▶ To do: A verbatim copy of the data below is the required output.

▶ Listed entries:

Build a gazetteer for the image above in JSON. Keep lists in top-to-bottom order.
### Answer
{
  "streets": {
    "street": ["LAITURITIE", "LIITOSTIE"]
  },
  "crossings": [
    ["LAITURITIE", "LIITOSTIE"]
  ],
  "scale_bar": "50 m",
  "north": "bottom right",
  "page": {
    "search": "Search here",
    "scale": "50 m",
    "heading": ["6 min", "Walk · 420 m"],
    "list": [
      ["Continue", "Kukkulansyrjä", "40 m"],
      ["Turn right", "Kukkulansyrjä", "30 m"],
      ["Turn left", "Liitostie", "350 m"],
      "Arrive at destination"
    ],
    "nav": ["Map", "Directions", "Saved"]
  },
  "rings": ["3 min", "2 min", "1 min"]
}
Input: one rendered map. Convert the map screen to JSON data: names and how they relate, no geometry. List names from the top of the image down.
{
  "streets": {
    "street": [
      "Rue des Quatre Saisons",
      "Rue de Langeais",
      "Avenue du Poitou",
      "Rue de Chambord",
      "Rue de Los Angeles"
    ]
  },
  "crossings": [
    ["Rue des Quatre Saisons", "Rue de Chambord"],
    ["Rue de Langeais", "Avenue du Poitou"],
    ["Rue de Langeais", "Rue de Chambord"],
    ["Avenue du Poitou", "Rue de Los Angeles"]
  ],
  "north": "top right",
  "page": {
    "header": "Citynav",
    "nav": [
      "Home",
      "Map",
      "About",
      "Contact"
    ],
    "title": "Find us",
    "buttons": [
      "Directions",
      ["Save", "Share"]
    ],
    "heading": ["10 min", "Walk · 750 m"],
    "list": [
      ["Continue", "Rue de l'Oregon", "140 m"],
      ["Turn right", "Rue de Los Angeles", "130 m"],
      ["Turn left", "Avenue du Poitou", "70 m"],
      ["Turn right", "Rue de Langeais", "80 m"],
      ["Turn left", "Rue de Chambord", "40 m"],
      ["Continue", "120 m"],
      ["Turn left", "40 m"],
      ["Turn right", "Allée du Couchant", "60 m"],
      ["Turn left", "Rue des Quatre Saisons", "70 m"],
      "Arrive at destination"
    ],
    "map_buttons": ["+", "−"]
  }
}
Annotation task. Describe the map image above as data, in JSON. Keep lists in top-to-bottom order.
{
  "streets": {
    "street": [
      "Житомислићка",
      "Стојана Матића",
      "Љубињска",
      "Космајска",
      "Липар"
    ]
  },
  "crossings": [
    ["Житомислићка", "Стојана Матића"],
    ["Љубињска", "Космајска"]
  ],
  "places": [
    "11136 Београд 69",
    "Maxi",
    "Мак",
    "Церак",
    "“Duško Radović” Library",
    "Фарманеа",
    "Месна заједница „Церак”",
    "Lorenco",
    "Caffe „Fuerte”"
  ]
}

▶ Result below:
Build a gazetteer for the image above in JSON. Keep lists in top-to-bottom order.
### Answer
{
  "streets": {
    "street": ["LAITURITIE", "LIITOSTIE"]
  },
  "crossings": [
    ["LAITURITIE", "LIITOSTIE"]
  ],
  "scale_bar": "50 m",
  "north": "bottom right",
  "page": {
    "search": "Search here",
    "scale": "50 m",
    "heading": ["6 min", "Walk · 420 m"],
    "list": [
      ["Continue", "Kukkulansyrjä", "40 m"],
      ["Turn right", "Kukkulansyrjä", "30 m"],
      ["Turn left", "Liitostie", "350 m"],
      "Arrive at destination"
    ],
    "nav": ["Map", "Directions", "Saved"]
  },
  "rings": ["3 min", "2 min", "1 min"]
}
Input: one rendered map. Convert the map screen to JSON data: names and how they relate, no geometry. List names from the top of the image down.
{
  "streets": {
    "street": [
      "Rue des Quatre Saisons",
      "Rue de Langeais",
      "Avenue du Poitou",
      "Rue de Chambord",
      "Rue de Los Angeles"
    ]
  },
  "crossings": [
    ["Rue des Quatre Saisons", "Rue de Chambord"],
    ["Rue de Langeais", "Avenue du Poitou"],
    ["Rue de Langeais", "Rue de Chambord"],
    ["Avenue du Poitou", "Rue de Los Angeles"]
  ],
  "north": "top right",
  "page": {
    "header": "Citynav",
    "nav": [
      "Home",
      "Map",
      "About",
      "Contact"
    ],
    "title": "Find us",
    "buttons": [
      "Directions",
      ["Save", "Share"]
    ],
    "heading": ["10 min", "Walk · 750 m"],
    "list": [
      ["Continue", "Rue de l'Oregon", "140 m"],
      ["Turn right", "Rue de Los Angeles", "130 m"],
      ["Turn left", "Avenue du Poitou", "70 m"],
      ["Turn right", "Rue de Langeais", "80 m"],
      ["Turn left", "Rue de Chambord", "40 m"],
      ["Continue", "120 m"],
      ["Turn left", "40 m"],
      ["Turn right", "Allée du Couchant", "60 m"],
      ["Turn left", "Rue des Quatre Saisons", "70 m"],
      "Arrive at destination"
    ],
    "map_buttons": ["+", "−"]
  }
}
Annotation task. Describe the map image above as data, in JSON. Keep lists in top-to-bottom order.
{
  "streets": {
    "street": [
      "Житомислићка",
      "Стојана Матића",
      "Љубињска",
      "Космајска",
      "Липар"
    ]
  },
  "crossings": [
    ["Житомислићка", "Стојана Матића"],
    ["Љубињска", "Космајска"]
  ],
  "places": [
    "11136 Београд 69",
    "Maxi",
    "Мак",
    "Церак",
    "“Duško Radović” Library",
    "Фарманеа",
    "Месна заједница „Церак”",
    "Lorenco",
    "Caffe „Fuerte”"
  ]
}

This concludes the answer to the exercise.